Work task: Copy out each line of the material in which the word "with" appears.

Exercise material:

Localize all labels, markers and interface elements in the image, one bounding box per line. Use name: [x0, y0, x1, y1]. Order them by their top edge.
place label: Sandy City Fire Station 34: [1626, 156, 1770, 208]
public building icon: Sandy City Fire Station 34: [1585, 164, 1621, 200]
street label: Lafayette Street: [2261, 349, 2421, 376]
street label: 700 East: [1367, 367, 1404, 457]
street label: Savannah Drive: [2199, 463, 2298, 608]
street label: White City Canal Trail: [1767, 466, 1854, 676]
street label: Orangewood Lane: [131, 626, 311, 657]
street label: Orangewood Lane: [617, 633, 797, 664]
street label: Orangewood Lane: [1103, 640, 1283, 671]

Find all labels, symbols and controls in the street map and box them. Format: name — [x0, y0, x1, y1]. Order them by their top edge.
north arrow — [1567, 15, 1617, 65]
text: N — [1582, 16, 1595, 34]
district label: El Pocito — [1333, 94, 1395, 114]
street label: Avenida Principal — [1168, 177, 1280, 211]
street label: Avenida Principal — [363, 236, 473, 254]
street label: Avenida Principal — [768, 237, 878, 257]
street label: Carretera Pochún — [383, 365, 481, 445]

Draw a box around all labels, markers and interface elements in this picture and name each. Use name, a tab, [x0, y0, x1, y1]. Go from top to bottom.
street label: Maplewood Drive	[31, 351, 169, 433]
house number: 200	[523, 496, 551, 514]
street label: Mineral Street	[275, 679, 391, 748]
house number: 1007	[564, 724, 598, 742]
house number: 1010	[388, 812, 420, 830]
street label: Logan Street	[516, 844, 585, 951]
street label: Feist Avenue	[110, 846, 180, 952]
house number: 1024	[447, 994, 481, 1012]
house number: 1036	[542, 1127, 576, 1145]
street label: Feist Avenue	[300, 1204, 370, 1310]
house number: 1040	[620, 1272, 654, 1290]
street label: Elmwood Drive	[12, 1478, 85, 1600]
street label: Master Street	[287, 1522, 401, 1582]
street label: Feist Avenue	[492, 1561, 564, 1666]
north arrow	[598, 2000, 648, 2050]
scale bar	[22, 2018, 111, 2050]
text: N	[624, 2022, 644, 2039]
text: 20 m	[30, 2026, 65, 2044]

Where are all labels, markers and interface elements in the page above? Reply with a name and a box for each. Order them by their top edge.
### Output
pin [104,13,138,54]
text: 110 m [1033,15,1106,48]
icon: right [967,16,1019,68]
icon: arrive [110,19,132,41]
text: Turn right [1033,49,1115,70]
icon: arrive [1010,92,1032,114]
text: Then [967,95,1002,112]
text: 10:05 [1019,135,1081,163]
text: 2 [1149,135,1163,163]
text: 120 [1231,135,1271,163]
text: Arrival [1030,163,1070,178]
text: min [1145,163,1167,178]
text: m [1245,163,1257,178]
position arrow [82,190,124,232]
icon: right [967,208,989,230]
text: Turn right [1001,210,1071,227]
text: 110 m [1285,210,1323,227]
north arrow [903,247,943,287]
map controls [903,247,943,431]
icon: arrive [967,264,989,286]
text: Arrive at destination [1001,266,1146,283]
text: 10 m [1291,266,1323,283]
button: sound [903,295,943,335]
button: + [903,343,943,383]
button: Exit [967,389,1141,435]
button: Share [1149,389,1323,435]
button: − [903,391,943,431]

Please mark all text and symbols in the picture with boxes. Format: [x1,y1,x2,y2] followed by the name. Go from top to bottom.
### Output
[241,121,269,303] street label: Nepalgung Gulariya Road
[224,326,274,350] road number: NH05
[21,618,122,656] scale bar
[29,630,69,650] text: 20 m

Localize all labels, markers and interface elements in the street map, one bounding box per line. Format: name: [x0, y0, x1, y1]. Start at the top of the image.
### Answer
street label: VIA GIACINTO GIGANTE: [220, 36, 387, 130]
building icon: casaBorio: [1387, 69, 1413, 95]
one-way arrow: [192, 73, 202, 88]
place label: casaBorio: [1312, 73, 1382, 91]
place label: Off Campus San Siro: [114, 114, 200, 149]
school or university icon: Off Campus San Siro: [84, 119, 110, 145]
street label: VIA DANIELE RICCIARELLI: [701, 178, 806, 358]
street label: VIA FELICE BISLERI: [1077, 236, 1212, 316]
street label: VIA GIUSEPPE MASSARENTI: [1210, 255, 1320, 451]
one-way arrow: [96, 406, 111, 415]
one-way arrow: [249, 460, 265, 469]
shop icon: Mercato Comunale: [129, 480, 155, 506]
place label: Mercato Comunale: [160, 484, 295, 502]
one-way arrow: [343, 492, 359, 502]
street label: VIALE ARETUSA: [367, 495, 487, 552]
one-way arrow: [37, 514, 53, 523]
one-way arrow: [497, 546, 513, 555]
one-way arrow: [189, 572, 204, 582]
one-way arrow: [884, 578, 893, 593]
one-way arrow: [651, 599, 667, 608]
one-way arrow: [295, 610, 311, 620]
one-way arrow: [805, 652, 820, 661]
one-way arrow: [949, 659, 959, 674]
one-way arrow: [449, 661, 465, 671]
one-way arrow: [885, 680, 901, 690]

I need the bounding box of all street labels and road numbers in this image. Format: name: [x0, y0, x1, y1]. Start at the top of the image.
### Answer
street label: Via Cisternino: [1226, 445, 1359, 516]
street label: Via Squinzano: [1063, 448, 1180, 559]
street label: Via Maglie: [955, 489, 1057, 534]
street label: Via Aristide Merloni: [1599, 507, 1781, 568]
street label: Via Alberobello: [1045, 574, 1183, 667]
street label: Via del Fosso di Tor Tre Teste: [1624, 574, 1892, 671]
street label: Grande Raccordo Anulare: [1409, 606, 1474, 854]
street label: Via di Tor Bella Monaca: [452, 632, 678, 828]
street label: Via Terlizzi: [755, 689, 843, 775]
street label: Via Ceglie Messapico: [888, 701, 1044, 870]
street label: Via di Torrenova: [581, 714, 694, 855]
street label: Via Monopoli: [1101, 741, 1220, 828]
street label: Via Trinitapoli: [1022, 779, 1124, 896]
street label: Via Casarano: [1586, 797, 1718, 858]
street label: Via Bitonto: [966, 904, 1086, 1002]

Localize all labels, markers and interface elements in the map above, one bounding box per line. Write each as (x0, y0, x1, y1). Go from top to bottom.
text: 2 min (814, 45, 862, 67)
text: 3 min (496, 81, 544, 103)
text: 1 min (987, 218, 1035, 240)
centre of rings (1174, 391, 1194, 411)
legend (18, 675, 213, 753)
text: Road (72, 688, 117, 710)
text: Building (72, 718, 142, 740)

Response box:
Where are all labels, markers and interface elements in the page above? Reply with a name and a box for each. Order them by their top edge.
Please mark all text and symbols in the picture with boxes. Format: [x1,y1,x2,y2] followed by the name. Go from top to bottom.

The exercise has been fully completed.